4*1.5*1.5 bare minimum they get to a foot long easily, and thats 5 with some serious filtration


----------



## ctarry (Jan 24, 2007)

red bellies and cariba don't easliy get to 12", 8" is the norm for most most pygos. infact, most piranha would only get to around 8" in captivity

there are very few piranha that would get to 12" in captivity, and if they did, they would need plenty of space, and would take years.
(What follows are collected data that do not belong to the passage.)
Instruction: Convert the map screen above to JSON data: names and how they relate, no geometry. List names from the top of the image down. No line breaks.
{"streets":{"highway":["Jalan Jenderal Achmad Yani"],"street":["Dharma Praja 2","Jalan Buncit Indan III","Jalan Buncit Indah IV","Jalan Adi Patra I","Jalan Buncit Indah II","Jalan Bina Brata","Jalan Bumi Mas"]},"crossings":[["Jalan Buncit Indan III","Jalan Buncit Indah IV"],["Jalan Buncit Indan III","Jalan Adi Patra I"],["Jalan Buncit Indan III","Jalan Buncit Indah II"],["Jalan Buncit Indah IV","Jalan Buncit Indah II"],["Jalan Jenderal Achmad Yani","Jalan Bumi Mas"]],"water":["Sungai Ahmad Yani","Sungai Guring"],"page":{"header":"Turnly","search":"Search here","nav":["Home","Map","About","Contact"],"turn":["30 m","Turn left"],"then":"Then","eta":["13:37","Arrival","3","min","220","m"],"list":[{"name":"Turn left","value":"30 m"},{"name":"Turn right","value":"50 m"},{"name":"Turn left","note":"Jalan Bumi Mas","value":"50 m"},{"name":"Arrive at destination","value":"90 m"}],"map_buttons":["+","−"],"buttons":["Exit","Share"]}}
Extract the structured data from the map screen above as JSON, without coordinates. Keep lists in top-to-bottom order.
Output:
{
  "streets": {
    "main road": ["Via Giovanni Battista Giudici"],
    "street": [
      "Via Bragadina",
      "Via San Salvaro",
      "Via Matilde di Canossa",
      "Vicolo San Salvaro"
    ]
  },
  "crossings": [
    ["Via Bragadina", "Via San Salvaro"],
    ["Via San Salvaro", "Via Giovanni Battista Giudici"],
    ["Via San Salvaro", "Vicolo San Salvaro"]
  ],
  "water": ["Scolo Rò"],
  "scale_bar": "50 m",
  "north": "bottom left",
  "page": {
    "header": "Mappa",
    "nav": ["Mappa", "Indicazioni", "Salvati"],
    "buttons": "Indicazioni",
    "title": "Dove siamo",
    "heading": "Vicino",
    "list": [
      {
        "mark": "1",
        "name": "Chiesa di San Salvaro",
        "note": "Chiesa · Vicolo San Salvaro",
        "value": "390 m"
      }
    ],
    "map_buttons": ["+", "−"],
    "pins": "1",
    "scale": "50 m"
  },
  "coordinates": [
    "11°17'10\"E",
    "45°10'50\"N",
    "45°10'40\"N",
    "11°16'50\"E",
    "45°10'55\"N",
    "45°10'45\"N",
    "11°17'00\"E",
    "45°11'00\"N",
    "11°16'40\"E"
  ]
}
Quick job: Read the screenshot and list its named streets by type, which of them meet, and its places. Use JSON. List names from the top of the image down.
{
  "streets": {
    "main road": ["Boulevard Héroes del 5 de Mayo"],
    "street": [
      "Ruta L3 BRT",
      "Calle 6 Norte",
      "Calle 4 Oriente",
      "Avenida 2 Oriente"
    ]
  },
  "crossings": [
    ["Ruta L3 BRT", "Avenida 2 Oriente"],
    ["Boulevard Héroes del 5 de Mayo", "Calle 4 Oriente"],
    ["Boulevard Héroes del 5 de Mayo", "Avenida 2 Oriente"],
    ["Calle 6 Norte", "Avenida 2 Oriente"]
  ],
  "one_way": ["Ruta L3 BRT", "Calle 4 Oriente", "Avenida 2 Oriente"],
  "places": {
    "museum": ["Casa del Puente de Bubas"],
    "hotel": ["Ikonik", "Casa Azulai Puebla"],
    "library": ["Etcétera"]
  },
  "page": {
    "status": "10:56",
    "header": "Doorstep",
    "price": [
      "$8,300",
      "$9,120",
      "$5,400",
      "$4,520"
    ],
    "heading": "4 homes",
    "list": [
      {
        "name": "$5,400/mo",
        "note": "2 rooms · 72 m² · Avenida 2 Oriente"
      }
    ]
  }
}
the only piranha thats likely to see 12" or bigger are: P. piraya; S. rhombeus (black); S. manueli, and thats if they are imported at a large size, and given plenty of space 

you could keep a spilo in that size tank for a while, or a small black, as these are very slow growing, and have to be kept on their own, but you would need a decent filter and plenty of water movement.


----------



## [email protected] (Jan 9, 2009)

All i want to know how many can i keep in a 2 halft foot tank


----------



## ctarry (Jan 24, 2007)

what species?
red bellied - 1, maybe 2 - depends on the height and width of the tank
s. spilo - 1 for a few years
black - 1 for a few years


----------



## delta (Jun 26, 2009)

i had 2 red bellies a few years back loved them to bits but i kept them in a 3ft by 2ft tank and while they was young they had plenty of room,
i wouldnt say they was fast or slow growing cause i got mine at just over the size of o 50pence (old 50) i had them a year and half and they reached 6inc across might not have been fast compaired to some but sure wasnt slow like some fish iv had,
i would say for your size tank you,d get 2 in there for a short time but they would need a bigger tank as they grow, 
they dont do well in groups as you could buy 6 and wake up and theres 1 left which is a huge bummer and for 2 you would be better of trying to get them from someone who can sex them so you end up with male and female as 2 males 1 would eat the other or just kill each other fighting,
they are very nice fish to have and dont try to eat your hand off like some people think (id put my hand in there tank many a time and still have both) i even fed mine on a meat diet which some people are now gonna start moaning but i had 2 very great and healthy looking fish that was bought from me for breeding at a very high price
if you want or need more help with these just pm me i have had these fish for a fair few years and could help you out,

great fish would recomend to anyone


----------



## ctarry (Jan 24, 2007)

delta said:


> they dont do well in groups as you could buy 6 and wake up and theres 1 left which is a huge bummer and for 2 you would be better of trying to get them from someone who can sex them so you end up with male and female as 2 males 1 would eat the other or just kill each other fighting
> 
> great fish would recomend to anyone


:gasp:

Red bellies and other pygos are naturally shoaling fish
the chances of buying 6 RBP and the next day having 1 is highly unlikely, and this would only happen when small. they are best kept in groups of 6 or more

i only had 1 that got eaten by others - they were 2" and its only because i missed 1 feeding.
Adults are less likely to attack one another, only if 1 is sick/weak/old.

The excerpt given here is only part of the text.